As for staying focused.. come to this board DAILY... spend an hour a day reading posts.. I will miss out on sleep to do this Amy.. I am not lying. I make OH a PRIORITY in my life b/c without it, I get too far detached.. I will loose sight of why I had this surgery.. for me its *extremely* important to have motivation/inspiration DAILY.. I would be so lost without this site. I may have a bad day but then I come here read something inspiring and its all I need to get back on the wagon.. it really has kept me in check this year. Also, I put a preop picture of me on the fridge and I carry one with me everywhere.. I never wanna forget where I came from. It keeps it real for me. I post my goals on a piece of paper so I can SEE them daily. Exercising takes motivation to do but once you create the habit (takes two weeks to create or break one) then its like a drug and becomes an addiction b/c of the endorphins that are released.. I truly get a "high" off it.. and need it to keep me feeling good about what I am doing, plus if I exercise, I do not want to destroy what I have done with exercise by putting "junk food" in my mouth to erase what I just did. I also try to find ways to stay busy.. and if I am stuck in the house.. I go hog wild like Molly does on warm tea.. for some reason that warm sensation just takes that "head hunger" away for me.. or chew gum.
You can do this Amy.. we are all here to support you! None of us are "perfect" as you can plainly see.. we all have our moments when we aren't being the best WLS patient we can be.. just know you are not alone and we are backing you up 100%.
Hang in there.. PM me daily if you want to.. I try to respond daily, might be two days but I really try to stay on top of my PM's as I can.
Be DETERMINED! Get passionate about it.. that's what I do when I need a jump start!

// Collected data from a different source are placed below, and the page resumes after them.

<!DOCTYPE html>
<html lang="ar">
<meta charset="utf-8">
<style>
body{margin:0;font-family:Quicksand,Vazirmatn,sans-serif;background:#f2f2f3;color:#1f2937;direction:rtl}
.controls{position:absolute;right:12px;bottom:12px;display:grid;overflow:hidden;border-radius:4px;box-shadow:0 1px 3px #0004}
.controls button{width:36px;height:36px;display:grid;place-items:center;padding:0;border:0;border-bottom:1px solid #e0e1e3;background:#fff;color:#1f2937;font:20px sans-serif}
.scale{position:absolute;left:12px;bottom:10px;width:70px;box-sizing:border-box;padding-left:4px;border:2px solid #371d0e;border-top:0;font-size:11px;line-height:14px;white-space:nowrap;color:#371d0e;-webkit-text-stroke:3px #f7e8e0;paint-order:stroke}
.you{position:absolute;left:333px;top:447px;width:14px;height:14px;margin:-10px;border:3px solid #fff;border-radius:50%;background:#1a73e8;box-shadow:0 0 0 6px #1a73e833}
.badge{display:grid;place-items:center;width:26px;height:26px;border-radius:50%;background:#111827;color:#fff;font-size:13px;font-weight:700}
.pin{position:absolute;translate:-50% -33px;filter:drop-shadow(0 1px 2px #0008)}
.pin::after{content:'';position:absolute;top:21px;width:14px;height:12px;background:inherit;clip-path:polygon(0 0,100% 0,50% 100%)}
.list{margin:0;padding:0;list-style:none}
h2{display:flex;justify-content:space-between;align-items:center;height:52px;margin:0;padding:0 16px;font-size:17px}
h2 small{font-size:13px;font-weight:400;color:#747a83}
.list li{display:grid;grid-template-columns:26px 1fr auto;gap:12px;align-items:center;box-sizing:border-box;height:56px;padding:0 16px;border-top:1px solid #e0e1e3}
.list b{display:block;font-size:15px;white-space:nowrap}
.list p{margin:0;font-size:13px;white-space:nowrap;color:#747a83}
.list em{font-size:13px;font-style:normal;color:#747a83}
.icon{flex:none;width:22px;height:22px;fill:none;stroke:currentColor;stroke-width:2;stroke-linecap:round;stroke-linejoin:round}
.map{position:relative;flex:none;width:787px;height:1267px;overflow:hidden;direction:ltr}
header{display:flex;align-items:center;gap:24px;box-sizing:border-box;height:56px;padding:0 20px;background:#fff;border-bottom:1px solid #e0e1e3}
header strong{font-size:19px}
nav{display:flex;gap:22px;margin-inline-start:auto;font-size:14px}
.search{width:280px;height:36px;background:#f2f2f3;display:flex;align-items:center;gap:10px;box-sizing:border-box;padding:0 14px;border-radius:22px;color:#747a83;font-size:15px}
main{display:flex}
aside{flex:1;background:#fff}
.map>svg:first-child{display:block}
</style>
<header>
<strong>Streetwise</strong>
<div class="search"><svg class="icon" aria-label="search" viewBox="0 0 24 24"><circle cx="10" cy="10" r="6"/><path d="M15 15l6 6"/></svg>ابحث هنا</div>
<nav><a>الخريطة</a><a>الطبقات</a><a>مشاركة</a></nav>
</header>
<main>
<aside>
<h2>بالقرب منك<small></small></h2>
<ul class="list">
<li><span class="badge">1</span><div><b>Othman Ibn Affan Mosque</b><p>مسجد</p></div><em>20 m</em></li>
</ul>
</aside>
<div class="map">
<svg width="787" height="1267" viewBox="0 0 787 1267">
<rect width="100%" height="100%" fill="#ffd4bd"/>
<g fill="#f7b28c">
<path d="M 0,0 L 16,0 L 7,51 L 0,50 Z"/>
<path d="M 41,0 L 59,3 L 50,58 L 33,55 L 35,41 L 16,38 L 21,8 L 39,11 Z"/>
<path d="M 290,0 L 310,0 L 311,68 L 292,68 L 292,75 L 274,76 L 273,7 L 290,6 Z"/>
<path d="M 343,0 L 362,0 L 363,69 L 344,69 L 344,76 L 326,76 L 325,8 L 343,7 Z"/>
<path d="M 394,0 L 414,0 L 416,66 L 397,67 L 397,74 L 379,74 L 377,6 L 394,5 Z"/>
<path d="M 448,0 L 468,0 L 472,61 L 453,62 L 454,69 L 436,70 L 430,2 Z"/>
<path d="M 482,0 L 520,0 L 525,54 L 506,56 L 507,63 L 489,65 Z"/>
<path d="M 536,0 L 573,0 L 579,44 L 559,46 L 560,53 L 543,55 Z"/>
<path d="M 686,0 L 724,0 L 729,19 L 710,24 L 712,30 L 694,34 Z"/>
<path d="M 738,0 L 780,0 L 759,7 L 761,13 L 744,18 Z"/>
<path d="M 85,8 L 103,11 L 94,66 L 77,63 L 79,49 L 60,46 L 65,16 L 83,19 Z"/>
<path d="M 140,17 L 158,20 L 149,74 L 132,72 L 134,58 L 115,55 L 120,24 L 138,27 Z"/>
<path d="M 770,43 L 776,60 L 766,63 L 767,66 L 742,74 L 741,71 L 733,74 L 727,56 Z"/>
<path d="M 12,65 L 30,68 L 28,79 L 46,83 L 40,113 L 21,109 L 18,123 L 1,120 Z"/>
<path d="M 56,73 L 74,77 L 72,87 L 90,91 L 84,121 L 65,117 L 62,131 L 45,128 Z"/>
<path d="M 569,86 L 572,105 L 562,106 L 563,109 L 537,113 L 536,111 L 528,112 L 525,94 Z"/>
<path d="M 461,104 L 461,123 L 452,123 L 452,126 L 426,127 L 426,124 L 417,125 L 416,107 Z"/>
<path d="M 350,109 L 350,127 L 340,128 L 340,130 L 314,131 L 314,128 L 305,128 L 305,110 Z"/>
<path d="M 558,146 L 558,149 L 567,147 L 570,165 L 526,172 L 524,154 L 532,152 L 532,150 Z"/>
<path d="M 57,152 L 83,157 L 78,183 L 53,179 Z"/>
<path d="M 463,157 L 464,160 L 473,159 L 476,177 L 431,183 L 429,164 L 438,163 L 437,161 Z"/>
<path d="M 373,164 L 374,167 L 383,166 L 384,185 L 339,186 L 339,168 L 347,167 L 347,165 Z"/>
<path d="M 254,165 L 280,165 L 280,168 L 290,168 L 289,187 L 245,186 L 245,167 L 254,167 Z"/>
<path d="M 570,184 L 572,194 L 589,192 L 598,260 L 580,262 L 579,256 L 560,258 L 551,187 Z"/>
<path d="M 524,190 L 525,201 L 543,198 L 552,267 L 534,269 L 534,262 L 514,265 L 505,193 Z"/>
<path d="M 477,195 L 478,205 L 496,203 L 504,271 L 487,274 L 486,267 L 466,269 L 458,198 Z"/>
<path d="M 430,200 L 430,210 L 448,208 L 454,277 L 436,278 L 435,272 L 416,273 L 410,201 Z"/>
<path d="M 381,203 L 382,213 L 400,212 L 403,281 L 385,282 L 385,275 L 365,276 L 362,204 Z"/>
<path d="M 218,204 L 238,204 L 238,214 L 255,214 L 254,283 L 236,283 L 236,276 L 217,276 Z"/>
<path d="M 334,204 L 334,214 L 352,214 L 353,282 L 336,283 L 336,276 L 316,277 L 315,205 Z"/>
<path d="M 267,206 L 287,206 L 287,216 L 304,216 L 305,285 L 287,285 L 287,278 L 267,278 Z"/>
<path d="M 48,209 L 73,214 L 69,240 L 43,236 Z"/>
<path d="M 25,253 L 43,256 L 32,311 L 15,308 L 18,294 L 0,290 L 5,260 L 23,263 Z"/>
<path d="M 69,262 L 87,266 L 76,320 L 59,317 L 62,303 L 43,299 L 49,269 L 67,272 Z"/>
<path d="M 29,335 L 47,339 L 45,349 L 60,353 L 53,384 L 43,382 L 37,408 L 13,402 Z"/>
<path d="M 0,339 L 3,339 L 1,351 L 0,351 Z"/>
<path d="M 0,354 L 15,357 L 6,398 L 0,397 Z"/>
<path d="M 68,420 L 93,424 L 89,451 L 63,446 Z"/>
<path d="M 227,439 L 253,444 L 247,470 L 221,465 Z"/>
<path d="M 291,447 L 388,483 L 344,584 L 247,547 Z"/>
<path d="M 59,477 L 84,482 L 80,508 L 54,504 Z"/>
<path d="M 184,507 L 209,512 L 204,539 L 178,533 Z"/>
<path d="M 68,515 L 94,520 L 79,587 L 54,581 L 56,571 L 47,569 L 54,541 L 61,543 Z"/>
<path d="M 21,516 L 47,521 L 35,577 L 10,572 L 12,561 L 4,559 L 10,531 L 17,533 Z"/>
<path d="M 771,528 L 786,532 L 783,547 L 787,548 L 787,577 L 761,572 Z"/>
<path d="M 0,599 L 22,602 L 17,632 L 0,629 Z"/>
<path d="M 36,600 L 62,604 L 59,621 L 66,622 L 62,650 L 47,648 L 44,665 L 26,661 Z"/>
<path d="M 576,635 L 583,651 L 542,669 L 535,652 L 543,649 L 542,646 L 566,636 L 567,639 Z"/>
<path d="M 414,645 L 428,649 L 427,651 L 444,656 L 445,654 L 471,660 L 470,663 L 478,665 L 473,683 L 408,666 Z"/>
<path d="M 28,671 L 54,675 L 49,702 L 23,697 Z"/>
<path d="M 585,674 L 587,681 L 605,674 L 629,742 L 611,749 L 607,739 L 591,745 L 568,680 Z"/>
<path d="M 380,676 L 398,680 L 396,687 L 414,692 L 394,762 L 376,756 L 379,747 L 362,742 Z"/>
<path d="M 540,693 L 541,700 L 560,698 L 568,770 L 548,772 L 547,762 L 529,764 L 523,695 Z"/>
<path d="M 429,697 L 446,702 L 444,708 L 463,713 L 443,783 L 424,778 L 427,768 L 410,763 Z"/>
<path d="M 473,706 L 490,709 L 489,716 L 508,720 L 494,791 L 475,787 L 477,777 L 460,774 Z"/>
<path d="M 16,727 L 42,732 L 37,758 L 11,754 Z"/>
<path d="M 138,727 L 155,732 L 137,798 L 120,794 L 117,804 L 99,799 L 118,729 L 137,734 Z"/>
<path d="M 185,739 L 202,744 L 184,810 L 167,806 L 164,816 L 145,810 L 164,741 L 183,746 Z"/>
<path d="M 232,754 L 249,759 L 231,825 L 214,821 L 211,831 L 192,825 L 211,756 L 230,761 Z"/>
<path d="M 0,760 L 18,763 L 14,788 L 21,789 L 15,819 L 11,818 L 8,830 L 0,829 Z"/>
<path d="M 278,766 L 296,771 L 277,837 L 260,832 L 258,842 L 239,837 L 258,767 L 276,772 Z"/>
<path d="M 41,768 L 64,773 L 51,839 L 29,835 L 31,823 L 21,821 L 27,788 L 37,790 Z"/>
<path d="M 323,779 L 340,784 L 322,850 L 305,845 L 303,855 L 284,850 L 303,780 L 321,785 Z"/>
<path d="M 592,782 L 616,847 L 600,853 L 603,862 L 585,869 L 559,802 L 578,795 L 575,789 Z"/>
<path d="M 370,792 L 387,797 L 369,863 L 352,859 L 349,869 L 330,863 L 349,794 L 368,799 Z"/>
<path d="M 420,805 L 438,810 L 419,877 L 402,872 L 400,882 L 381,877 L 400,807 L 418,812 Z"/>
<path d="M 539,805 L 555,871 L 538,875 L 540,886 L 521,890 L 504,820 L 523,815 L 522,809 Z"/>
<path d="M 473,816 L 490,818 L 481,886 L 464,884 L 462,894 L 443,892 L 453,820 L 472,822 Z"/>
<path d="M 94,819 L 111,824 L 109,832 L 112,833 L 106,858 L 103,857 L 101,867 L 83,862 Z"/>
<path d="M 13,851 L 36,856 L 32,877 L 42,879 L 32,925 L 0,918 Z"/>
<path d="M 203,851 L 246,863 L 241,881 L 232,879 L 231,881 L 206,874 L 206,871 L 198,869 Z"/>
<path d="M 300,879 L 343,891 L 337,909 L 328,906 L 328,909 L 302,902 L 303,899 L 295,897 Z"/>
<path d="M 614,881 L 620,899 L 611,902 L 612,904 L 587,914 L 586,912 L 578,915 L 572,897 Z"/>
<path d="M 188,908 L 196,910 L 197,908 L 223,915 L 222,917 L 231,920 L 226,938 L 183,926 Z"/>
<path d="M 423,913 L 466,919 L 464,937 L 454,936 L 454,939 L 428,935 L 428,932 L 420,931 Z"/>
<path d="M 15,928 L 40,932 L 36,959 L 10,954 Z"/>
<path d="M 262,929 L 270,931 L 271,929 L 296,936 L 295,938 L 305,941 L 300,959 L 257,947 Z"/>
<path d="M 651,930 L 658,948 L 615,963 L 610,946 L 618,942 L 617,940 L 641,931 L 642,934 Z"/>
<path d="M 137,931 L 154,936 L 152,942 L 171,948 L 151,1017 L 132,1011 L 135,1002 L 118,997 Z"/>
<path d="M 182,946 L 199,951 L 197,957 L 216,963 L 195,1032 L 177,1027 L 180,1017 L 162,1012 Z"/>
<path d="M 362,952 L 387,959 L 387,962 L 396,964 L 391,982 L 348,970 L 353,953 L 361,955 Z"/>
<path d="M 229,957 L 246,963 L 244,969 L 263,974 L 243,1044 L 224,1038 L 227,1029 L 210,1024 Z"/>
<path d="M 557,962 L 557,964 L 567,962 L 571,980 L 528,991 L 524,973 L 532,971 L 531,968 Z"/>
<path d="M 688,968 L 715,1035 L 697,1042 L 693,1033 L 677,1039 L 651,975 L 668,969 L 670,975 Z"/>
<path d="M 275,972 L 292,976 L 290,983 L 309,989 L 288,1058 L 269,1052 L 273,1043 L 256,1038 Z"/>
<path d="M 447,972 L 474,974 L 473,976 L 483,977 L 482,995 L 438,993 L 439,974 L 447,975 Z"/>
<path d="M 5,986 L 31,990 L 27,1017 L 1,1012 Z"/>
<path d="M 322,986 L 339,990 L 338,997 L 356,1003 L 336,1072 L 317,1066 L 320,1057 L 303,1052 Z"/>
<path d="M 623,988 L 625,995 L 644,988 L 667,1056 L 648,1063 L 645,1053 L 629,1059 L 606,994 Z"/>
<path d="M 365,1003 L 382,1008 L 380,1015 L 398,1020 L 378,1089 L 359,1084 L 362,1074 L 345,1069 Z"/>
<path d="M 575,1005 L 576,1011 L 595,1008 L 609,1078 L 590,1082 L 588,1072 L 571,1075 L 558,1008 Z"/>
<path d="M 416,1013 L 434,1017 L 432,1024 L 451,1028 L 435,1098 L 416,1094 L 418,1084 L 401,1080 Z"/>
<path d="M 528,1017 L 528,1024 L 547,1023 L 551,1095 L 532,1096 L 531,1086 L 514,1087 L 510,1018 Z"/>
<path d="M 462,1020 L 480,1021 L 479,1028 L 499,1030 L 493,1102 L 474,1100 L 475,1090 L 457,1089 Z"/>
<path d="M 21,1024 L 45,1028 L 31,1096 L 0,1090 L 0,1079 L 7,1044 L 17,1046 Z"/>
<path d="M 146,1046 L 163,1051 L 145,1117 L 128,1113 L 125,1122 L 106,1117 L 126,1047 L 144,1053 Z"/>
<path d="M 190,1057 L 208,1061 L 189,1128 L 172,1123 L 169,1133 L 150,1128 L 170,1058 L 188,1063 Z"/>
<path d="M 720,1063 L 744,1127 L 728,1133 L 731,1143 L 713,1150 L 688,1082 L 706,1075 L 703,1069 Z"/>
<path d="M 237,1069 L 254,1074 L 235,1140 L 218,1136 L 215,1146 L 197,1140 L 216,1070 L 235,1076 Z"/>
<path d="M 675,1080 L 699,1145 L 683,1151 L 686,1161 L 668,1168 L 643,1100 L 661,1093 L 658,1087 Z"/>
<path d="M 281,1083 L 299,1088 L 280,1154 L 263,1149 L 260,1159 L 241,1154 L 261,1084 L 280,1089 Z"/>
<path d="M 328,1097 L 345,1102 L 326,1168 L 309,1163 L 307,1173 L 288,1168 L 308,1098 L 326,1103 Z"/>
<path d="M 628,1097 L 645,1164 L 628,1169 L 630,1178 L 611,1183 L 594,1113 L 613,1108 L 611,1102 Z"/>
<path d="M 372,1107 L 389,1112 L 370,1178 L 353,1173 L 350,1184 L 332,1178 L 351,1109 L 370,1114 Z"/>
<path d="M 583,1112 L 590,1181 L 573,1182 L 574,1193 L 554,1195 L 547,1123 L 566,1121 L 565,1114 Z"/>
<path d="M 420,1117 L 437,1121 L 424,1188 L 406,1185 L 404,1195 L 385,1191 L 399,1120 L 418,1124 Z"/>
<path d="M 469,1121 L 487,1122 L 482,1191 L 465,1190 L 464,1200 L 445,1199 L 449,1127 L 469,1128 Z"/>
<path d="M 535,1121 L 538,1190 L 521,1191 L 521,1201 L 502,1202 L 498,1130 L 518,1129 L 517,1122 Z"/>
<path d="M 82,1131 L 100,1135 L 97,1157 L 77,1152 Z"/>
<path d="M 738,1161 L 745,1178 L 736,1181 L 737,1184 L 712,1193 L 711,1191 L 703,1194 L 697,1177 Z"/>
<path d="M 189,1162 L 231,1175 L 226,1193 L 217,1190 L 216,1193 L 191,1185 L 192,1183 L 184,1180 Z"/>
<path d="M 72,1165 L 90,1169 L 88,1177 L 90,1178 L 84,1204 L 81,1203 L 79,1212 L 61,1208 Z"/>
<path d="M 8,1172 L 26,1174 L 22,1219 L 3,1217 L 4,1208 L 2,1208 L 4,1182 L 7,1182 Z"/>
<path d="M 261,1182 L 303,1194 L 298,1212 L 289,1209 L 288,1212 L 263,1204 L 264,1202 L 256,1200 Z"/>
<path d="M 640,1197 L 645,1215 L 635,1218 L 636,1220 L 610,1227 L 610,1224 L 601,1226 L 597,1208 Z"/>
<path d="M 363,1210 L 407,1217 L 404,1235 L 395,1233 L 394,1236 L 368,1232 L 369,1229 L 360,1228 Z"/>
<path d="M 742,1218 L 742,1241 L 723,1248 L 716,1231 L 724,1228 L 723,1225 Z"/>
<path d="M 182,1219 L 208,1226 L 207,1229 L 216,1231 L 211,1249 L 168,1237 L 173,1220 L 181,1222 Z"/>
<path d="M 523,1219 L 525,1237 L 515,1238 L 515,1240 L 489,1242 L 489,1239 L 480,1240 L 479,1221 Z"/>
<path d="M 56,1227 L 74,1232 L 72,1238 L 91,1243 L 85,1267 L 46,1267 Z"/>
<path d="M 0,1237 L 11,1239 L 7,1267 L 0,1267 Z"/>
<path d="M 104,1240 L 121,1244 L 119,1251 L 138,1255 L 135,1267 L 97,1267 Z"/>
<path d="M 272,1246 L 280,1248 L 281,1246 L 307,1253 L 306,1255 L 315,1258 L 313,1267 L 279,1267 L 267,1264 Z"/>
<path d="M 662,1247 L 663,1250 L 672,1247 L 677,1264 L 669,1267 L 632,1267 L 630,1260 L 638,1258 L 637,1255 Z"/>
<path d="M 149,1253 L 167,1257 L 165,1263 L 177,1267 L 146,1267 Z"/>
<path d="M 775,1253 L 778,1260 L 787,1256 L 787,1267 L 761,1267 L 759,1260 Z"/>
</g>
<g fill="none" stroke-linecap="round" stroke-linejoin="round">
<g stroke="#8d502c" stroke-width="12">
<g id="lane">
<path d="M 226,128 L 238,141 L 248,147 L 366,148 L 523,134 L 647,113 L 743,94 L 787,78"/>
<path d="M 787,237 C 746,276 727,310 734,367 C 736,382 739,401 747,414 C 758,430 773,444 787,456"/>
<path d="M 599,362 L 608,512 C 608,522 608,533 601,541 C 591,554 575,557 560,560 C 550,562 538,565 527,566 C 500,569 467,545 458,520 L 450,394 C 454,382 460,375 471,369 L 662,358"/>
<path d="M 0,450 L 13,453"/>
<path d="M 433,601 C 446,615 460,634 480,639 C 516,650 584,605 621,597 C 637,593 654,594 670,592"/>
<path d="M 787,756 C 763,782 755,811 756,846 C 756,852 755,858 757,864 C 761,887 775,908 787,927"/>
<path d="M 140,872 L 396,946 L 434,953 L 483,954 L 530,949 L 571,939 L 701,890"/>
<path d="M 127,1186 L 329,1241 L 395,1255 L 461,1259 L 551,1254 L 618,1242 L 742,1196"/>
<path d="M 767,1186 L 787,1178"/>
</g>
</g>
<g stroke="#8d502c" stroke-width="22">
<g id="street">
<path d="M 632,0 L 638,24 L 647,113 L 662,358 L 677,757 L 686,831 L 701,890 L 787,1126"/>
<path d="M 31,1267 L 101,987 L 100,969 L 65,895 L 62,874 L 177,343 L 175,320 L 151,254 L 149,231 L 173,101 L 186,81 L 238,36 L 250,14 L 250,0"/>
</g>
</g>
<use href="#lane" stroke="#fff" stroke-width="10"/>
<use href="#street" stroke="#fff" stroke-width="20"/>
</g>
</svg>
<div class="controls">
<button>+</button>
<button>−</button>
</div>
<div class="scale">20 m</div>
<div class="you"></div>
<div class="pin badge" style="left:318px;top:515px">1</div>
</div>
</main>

Also, helping others that aren't as far out helps me also..
(deactivated member)
on 1/6/08 10:31 am
on 1/6/08 10:31 am
Amy...So sorry to hear that you are having "old food" issues creep back into your life.
They are the ones that need to be eliminated all at once (toss food, don't buy it, limit you portion of it on special occasions) and substitute your pantry with "better" snacks.
I put together a personal photo album to help remind myself that I could regain the weight. I have a simple list my 2007 weight loss with a row for 2008 maintenance. Sparkpeople is a daily ritual for me. By evening, I KNOW if I should be eating more protein-rich food, fats, or carbs. Once I reach about 65g proteins, I check my calories.
My goal for calories is 1100/day, balanced with the calories used during my walking.
I try to eat simple foods.. lean meats, veggies, fruits, 2% cheese, whole grains, etc.
My big treats are Fudgsicles and SF puddings. As mentioned by the Dec. Babes, we really want the "team effect" at work here. If you need a good "kick", wear some 3x clothing that are stuffed with about 4 pillows for about 1 hour. Quite Shocking!
I ask myself, "Why am I sabotaging myself?, whenever I am ready to buy a trigger food. The thing that works the best for me is not having that food available!
XOXOXO Ro
OMG Amy...
I read your post and sorry to say I am so happy that I am not the only one. I have had the WORSE holiday season with eating and have eaten more crap then I care to remember and the worst part is I have not gotten SICK at all which is not a good thing.
I am so happy to be back in town (we were in Salt Lake visiting family) and have my own food and in my own FRIDGE!!!!! I know I should not put off till tomorrow but I can not wait till tomorrow morning! WATER WATER WATER for me for a while.
i so need to start excersing and being accountable for what I am eating and I know I can be HERE!!!